# TASK TO CARRY OUT:
Please work out how many lines in the entries below include the string "shadow", and reply with the number alone.

# EXTRACTED MATERIAL:

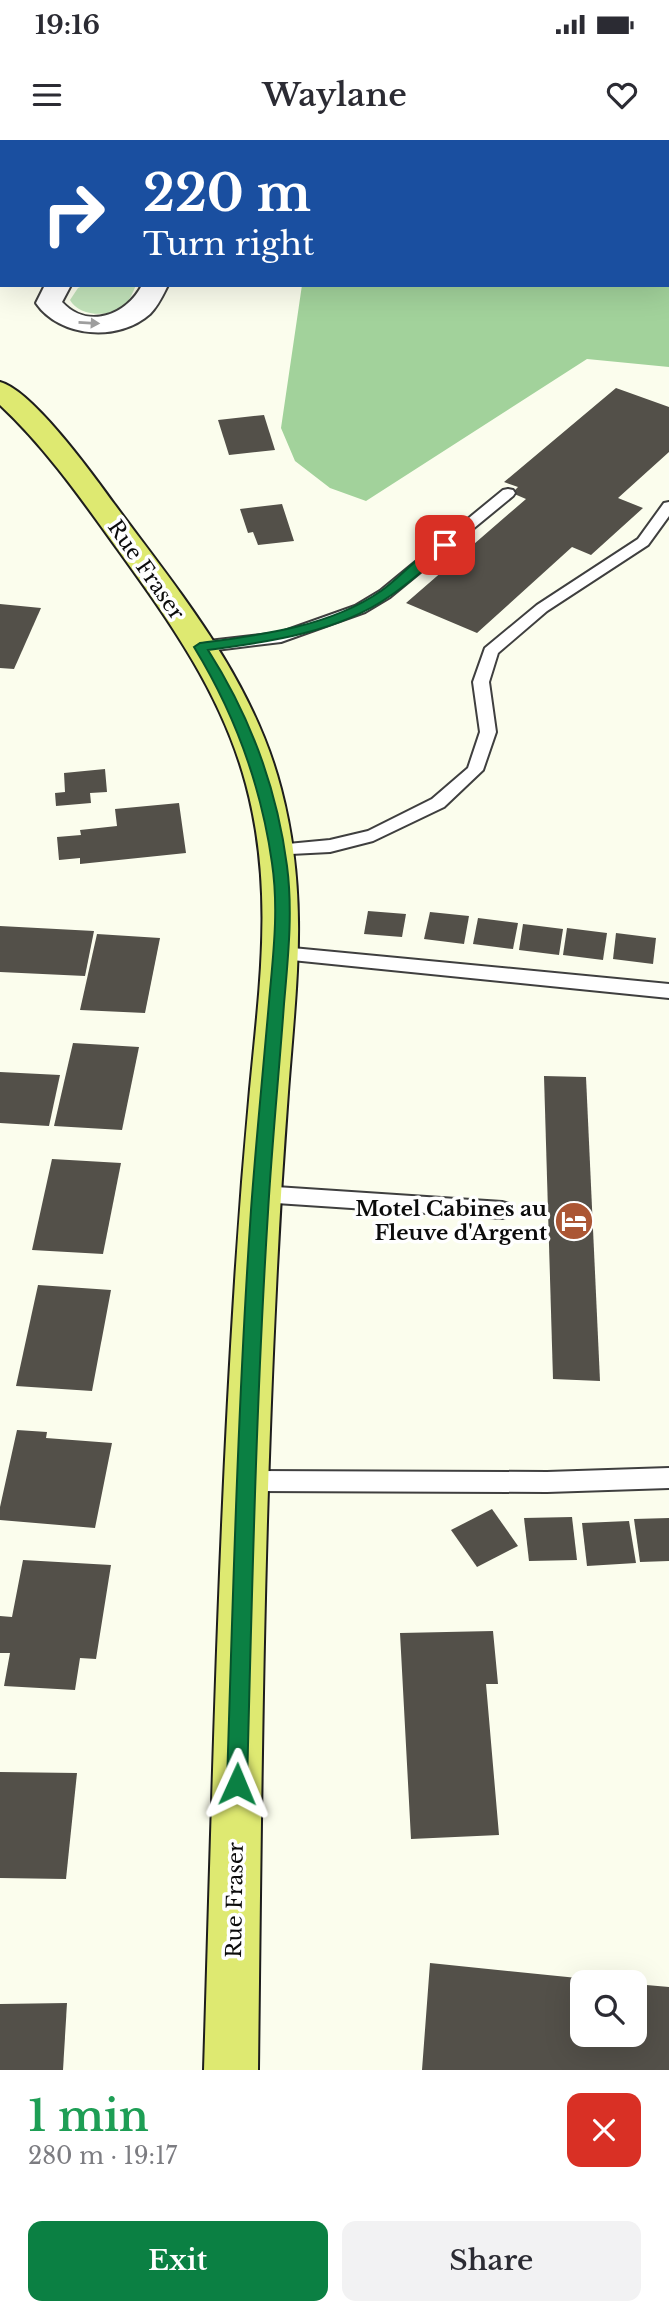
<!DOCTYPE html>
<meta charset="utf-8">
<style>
:root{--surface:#fff;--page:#f2f2f3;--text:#2b2b33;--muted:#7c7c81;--accent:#0b8043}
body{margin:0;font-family:"Libre Baskerville",serif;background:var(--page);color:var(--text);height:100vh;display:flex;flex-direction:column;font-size:26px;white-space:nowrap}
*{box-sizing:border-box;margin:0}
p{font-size:23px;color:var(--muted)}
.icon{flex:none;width:38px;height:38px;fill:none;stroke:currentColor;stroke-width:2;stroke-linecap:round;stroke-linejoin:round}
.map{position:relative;height:1930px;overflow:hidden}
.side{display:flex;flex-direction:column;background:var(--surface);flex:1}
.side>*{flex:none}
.guide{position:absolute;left:0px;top:0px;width:670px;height:147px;box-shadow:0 7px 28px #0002;background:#1a4fa0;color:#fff;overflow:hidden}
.fabs{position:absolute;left:570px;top:1830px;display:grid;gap:14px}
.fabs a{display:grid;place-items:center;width:77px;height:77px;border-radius:14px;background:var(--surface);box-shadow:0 7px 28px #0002;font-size:35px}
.pin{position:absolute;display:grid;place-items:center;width:60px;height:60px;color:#fff;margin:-30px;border-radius:14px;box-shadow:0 4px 10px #0006}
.me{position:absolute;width:77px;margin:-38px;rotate:1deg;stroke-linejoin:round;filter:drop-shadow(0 0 5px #0008)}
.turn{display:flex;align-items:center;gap:24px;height:147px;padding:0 28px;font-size:32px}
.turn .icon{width:91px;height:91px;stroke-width:2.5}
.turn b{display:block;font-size:49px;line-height:60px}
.round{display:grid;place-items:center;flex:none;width:74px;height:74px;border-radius:14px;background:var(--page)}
.head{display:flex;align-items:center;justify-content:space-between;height:119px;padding:0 28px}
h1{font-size:42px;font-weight:600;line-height:52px;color:#1e9e55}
.button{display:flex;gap:14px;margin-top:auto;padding:14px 28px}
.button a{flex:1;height:80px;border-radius:14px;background:var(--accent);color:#fff;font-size:28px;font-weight:600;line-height:80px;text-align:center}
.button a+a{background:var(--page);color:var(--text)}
.status{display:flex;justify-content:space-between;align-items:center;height:49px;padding:0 35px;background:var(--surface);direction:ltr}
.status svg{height:19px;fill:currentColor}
header{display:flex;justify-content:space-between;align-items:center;height:91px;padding:0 28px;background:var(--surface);font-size:32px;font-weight:600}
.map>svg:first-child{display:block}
.green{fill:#c2e3ba}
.forest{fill:#a2d29b}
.building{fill:#535049}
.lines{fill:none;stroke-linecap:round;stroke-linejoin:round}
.lane-casing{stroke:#3f3f3f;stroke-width:4}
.street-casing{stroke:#3f3f3f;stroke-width:4}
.primary-casing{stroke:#1d1d1d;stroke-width:4}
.lane{fill:#fff;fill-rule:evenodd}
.street{fill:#fff;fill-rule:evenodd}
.primary{fill:#dee971;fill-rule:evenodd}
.oneway{fill:#9e9e9e}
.route{fill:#0b8043;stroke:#07532c;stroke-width:2}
.labels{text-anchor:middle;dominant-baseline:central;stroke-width:7;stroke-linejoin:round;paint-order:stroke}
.street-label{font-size:21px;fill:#0c0c0c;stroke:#fff}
.poi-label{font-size:21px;font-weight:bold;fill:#0c0c0c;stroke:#fff;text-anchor:end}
</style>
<div class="status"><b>19:16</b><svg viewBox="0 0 49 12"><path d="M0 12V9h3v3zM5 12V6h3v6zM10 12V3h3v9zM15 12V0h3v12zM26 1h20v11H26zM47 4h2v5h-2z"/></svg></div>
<header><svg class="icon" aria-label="menu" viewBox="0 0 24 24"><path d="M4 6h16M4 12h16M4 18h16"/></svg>Waylane<svg class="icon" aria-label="heart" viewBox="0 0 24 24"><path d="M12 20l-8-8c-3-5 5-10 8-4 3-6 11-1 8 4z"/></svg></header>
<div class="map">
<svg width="669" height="1930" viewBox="0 0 669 1930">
<rect width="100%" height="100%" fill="#fbfded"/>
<path class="green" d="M85,145h51c-3,7 -6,15 -11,20 -13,13 -46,12 -55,-5l8,-12z"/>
<path class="forest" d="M519,0h150v227l-82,-8 -221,142 -36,-13 -35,-27 -14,-33 21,-143h366v-143h-157z"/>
<g class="building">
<path d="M616,248l53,19v45l-51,46 25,10 -52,47 -19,-8 -95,86 -71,-30 120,-104 -14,-6 6,-6 -14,-5z"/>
<path d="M264,275l11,35 -46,5 -11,-35z"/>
<path d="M282,364l12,37 -36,4 -5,-13 -5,1 -8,-24z"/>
<path d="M0,464l41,4 -27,61 -14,-1z"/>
<path d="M105,629l2,23 -17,1 1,10 -35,3 -1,-13 10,-1 -1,-19z"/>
<path d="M179,663l7,50 -106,11v-6l-21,2 -2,-23 24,-2 -1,-5 37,-4 -2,-17z"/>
<path d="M368,771l38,3 -4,23 -38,-3z"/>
<path d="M430,772l39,4 -5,28 -40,-5z"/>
<path d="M478,778l40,5 -5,26 -40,-5z"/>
<path d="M523,784l40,5 -4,26 -40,-5z"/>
<path d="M0,786l94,5 -9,45 -85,-4z"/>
<path d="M567,788l40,5 -4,27 -40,-5z"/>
<path d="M616,793l40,5 -3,26 -40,-5z"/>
<path d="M97,794l63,4 -15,75 -65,-3z"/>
<path d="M73,903l66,4 -17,83 -68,-4z"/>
<path d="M0,932l60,3 -11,51 -49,-3z"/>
<path d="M544,936l42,1 14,304 -47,-2z"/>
<path d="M52,1019l69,4 -18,91 -71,-4z"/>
<path d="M38,1145l73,5 -19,101 -76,-5z"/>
<path d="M17,1290l30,2 -1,6 66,5 -17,85 -95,-8v-13z"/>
<path d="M492,1369l26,37 -41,21 -26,-37z"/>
<path d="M572,1377l5,43 -48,1 -5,-43z"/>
<path d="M669,1378v43l-29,1 -6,-43z"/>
<path d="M629,1381l7,42 -49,3 -5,-43z"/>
<path d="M23,1420l88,5 -15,94 -16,-1 -5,32 -71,-4 6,-33h-10v-37l12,1z"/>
<path d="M493,1491l5,53h-12l13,151 -88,4 -11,-206z"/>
<path d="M0,1632l77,1 -11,106 -66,-1z"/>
<path d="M430,1823l177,18 -24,2v52h52v-51l34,3v83h-247z"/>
<path d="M67,1863l-4,67h-63v-66z"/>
</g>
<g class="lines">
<g class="lane-casing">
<g id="lane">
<path d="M508,349l5,1 2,3 -2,3 -123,101 -25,15 -84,30 -81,10 -8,-5 8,-5 79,-9 76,-27 25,-15 123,-101z"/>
<path d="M669,362v14l-21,29 -101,66 -49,42 -9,29 7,50 -13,38 -39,37 -71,34 -43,11 -59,3 -3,-4 9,-6 53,-5 38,-9 64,-32 36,-31 12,-36 -7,-50 12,-34 52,-43 101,-66 26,-36z"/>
<path d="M282,807l387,37v14l-387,-39 -6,-1 -3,-5 3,-5z"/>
<path d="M261,1046l241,16 7,2 3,6 -3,6 -7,2 -241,-16 -7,-2 -3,-6 3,-6z"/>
<path d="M669,1328v20l-122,4 -302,-1 -8,-3 -3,-7 3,-7 8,-3 302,1z"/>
</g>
</g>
<g class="street-casing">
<g id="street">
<rect x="153" y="0" width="24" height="2"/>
<path d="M45,145h26l-9,17c26,28 65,13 80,-17h26c-5,10 -10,21 -18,29 -31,28 -90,24 -114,-11z"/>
</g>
</g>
<g class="primary-casing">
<path id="primary" d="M0,242c32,8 94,94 115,123 66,89 138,175 166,284 28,107 15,196 7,303 -5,66 -9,132 -12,197 -13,260 -15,521 -18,781h-54c8,-263 14,-526 31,-789 4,-64 9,-128 15,-192 10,-105 24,-201 -4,-305 -24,-90 -76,-162 -130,-237 -36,-50 -71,-100 -116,-142z"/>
</g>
<use href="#lane" class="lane"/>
<use href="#street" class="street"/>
<use href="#primary" class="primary"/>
</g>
<defs><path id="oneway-solid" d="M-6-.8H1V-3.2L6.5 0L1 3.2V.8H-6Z" transform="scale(1.75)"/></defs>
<use class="oneway" href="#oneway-solid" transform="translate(89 183) rotate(3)"/>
<path class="route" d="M445,402l6,3 -2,3c-19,16 -38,34 -59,48 -51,36 -121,46 -182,54 42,66 69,138 79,216 6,46 1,92 -3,138 -5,69 -12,139 -16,208 -12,190 -16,381 -21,572l-3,7 -7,3 -7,-3 -3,-7c6,-191 11,-383 24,-574 5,-69 12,-138 18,-208 4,-46 10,-92 3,-139 -11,-78 -37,-149 -78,-216l6,-4c61,-8 129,-16 181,-52 19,-13 43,-42 64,-49z"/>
<defs>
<g id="hotel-disc" transform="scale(2.0125)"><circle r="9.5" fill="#ab5634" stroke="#fff"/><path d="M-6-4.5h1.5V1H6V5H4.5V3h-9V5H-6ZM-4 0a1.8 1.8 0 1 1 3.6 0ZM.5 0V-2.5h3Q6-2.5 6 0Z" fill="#fff"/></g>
</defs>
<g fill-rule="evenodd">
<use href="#hotel-disc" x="574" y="1081"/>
</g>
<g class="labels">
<g class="street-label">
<text transform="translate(146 430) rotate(55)">Rue Fraser</text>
<text transform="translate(235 1760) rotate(-89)">Rue Fraser</text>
</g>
<g class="poi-label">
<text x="547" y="1069">Motel Cabines au<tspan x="547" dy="24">Fleuve d'Argent</tspan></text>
</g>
</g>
</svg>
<div class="fabs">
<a><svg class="icon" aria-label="search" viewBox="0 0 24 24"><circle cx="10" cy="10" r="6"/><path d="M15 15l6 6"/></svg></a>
</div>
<div class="pin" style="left:445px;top:405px;background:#d93025"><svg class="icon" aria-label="arrive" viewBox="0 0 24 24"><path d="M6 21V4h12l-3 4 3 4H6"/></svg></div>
<svg class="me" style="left:237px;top:1644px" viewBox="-20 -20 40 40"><path d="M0-17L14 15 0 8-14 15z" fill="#0b8043" stroke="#fff" stroke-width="4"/></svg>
<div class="guide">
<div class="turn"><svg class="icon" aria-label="right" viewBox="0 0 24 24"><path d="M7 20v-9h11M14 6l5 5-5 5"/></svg><div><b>220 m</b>Turn right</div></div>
</div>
</div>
<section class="side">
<div class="head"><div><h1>1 min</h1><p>280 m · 19:17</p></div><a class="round" style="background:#d93025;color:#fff"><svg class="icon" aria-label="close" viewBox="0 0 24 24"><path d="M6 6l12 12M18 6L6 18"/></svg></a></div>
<div class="button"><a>Exit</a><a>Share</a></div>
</section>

# ANSWER BELOW:
4